- [Dataset entries]
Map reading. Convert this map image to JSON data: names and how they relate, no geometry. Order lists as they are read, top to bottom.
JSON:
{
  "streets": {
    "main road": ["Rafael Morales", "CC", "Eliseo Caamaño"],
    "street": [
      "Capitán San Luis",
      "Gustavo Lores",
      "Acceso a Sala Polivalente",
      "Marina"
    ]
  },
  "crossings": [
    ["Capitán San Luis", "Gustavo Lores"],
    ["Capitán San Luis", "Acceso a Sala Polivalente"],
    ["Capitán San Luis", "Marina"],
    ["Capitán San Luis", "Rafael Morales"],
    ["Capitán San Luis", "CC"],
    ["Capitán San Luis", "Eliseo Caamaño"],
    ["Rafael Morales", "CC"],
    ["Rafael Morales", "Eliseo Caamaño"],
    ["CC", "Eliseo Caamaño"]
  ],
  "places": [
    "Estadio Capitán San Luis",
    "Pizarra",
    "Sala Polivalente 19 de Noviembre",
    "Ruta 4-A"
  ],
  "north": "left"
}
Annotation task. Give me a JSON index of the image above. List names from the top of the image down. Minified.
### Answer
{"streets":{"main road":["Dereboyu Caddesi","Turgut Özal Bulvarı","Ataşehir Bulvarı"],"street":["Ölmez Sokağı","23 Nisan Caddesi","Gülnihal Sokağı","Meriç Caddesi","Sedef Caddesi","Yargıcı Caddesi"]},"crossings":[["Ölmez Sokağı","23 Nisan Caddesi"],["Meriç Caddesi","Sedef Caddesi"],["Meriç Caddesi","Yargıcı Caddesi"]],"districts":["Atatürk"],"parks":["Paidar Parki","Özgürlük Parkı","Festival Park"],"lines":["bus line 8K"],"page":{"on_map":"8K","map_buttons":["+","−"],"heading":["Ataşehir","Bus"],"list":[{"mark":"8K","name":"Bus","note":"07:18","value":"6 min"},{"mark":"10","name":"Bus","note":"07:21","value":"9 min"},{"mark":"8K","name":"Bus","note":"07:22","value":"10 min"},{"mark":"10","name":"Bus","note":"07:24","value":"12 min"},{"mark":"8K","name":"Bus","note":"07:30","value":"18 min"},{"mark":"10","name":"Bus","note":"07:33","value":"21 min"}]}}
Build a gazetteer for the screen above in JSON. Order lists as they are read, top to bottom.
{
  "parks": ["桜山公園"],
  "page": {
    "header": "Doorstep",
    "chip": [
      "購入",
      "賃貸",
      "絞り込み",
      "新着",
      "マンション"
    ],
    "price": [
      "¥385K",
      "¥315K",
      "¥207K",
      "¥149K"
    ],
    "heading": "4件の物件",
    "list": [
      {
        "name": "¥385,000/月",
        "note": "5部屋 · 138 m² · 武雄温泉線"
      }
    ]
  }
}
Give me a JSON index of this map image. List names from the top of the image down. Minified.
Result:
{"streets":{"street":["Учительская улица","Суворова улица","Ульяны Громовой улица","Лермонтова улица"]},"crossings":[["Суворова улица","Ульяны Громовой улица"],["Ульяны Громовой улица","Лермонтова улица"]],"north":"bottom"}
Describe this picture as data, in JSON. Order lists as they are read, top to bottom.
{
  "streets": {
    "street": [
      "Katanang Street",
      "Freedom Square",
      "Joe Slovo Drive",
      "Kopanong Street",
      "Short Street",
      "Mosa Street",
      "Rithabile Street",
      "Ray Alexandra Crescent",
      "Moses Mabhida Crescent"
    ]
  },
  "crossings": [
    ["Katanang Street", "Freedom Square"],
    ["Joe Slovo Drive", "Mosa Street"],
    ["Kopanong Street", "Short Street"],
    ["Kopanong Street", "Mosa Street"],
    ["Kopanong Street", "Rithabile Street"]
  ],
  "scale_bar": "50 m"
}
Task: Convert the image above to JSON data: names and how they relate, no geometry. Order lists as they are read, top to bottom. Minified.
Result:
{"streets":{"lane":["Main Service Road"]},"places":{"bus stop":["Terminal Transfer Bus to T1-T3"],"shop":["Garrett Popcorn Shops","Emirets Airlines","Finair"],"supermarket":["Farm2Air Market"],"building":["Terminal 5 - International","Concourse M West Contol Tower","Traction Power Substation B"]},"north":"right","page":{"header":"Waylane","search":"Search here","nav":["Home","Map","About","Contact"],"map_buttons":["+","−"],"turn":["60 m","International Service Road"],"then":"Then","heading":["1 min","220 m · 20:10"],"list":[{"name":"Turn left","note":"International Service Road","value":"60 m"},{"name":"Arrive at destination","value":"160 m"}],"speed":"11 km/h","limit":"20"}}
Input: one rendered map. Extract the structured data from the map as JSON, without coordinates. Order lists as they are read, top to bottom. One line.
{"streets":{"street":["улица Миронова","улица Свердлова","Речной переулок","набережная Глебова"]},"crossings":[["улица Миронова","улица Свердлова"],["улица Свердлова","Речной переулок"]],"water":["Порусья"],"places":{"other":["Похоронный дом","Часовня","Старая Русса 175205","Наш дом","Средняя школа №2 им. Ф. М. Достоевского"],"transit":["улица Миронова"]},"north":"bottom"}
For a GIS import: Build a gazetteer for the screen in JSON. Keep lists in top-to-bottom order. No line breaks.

- [Problem to solve] In full and word for word, restate the data.

- [Response]
Map reading. Convert this map image to JSON data: names and how they relate, no geometry. Order lists as they are read, top to bottom.
JSON:
{
  "streets": {
    "main road": ["Rafael Morales", "CC", "Eliseo Caamaño"],
    "street": [
      "Capitán San Luis",
      "Gustavo Lores",
      "Acceso a Sala Polivalente",
      "Marina"
    ]
  },
  "crossings": [
    ["Capitán San Luis", "Gustavo Lores"],
    ["Capitán San Luis", "Acceso a Sala Polivalente"],
    ["Capitán San Luis", "Marina"],
    ["Capitán San Luis", "Rafael Morales"],
    ["Capitán San Luis", "CC"],
    ["Capitán San Luis", "Eliseo Caamaño"],
    ["Rafael Morales", "CC"],
    ["Rafael Morales", "Eliseo Caamaño"],
    ["CC", "Eliseo Caamaño"]
  ],
  "places": [
    "Estadio Capitán San Luis",
    "Pizarra",
    "Sala Polivalente 19 de Noviembre",
    "Ruta 4-A"
  ],
  "north": "left"
}
Annotation task. Give me a JSON index of the image above. List names from the top of the image down. Minified.
### Answer
{"streets":{"main road":["Dereboyu Caddesi","Turgut Özal Bulvarı","Ataşehir Bulvarı"],"street":["Ölmez Sokağı","23 Nisan Caddesi","Gülnihal Sokağı","Meriç Caddesi","Sedef Caddesi","Yargıcı Caddesi"]},"crossings":[["Ölmez Sokağı","23 Nisan Caddesi"],["Meriç Caddesi","Sedef Caddesi"],["Meriç Caddesi","Yargıcı Caddesi"]],"districts":["Atatürk"],"parks":["Paidar Parki","Özgürlük Parkı","Festival Park"],"lines":["bus line 8K"],"page":{"on_map":"8K","map_buttons":["+","−"],"heading":["Ataşehir","Bus"],"list":[{"mark":"8K","name":"Bus","note":"07:18","value":"6 min"},{"mark":"10","name":"Bus","note":"07:21","value":"9 min"},{"mark":"8K","name":"Bus","note":"07:22","value":"10 min"},{"mark":"10","name":"Bus","note":"07:24","value":"12 min"},{"mark":"8K","name":"Bus","note":"07:30","value":"18 min"},{"mark":"10","name":"Bus","note":"07:33","value":"21 min"}]}}
Build a gazetteer for the screen above in JSON. Order lists as they are read, top to bottom.
{
  "parks": ["桜山公園"],
  "page": {
    "header": "Doorstep",
    "chip": [
      "購入",
      "賃貸",
      "絞り込み",
      "新着",
      "マンション"
    ],
    "price": [
      "¥385K",
      "¥315K",
      "¥207K",
      "¥149K"
    ],
    "heading": "4件の物件",
    "list": [
      {
        "name": "¥385,000/月",
        "note": "5部屋 · 138 m² · 武雄温泉線"
      }
    ]
  }
}
Give me a JSON index of this map image. List names from the top of the image down. Minified.
Result:
{"streets":{"street":["Учительская улица","Суворова улица","Ульяны Громовой улица","Лермонтова улица"]},"crossings":[["Суворова улица","Ульяны Громовой улица"],["Ульяны Громовой улица","Лермонтова улица"]],"north":"bottom"}
Describe this picture as data, in JSON. Order lists as they are read, top to bottom.
{
  "streets": {
    "street": [
      "Katanang Street",
      "Freedom Square",
      "Joe Slovo Drive",
      "Kopanong Street",
      "Short Street",
      "Mosa Street",
      "Rithabile Street",
      "Ray Alexandra Crescent",
      "Moses Mabhida Crescent"
    ]
  },
  "crossings": [
    ["Katanang Street", "Freedom Square"],
    ["Joe Slovo Drive", "Mosa Street"],
    ["Kopanong Street", "Short Street"],
    ["Kopanong Street", "Mosa Street"],
    ["Kopanong Street", "Rithabile Street"]
  ],
  "scale_bar": "50 m"
}
Task: Convert the image above to JSON data: names and how they relate, no geometry. Order lists as they are read, top to bottom. Minified.
Result:
{"streets":{"lane":["Main Service Road"]},"places":{"bus stop":["Terminal Transfer Bus to T1-T3"],"shop":["Garrett Popcorn Shops","Emirets Airlines","Finair"],"supermarket":["Farm2Air Market"],"building":["Terminal 5 - International","Concourse M West Contol Tower","Traction Power Substation B"]},"north":"right","page":{"header":"Waylane","search":"Search here","nav":["Home","Map","About","Contact"],"map_buttons":["+","−"],"turn":["60 m","International Service Road"],"then":"Then","heading":["1 min","220 m · 20:10"],"list":[{"name":"Turn left","note":"International Service Road","value":"60 m"},{"name":"Arrive at destination","value":"160 m"}],"speed":"11 km/h","limit":"20"}}
Input: one rendered map. Extract the structured data from the map as JSON, without coordinates. Order lists as they are read, top to bottom. One line.
{"streets":{"street":["улица Миронова","улица Свердлова","Речной переулок","набережная Глебова"]},"crossings":[["улица Миронова","улица Свердлова"],["улица Свердлова","Речной переулок"]],"water":["Порусья"],"places":{"other":["Похоронный дом","Часовня","Старая Русса 175205","Наш дом","Средняя школа №2 им. Ф. М. Достоевского"],"transit":["улица Миронова"]},"north":"bottom"}
For a GIS import: Build a gazetteer for the screen in JSON. Keep lists in top-to-bottom order. No line breaks.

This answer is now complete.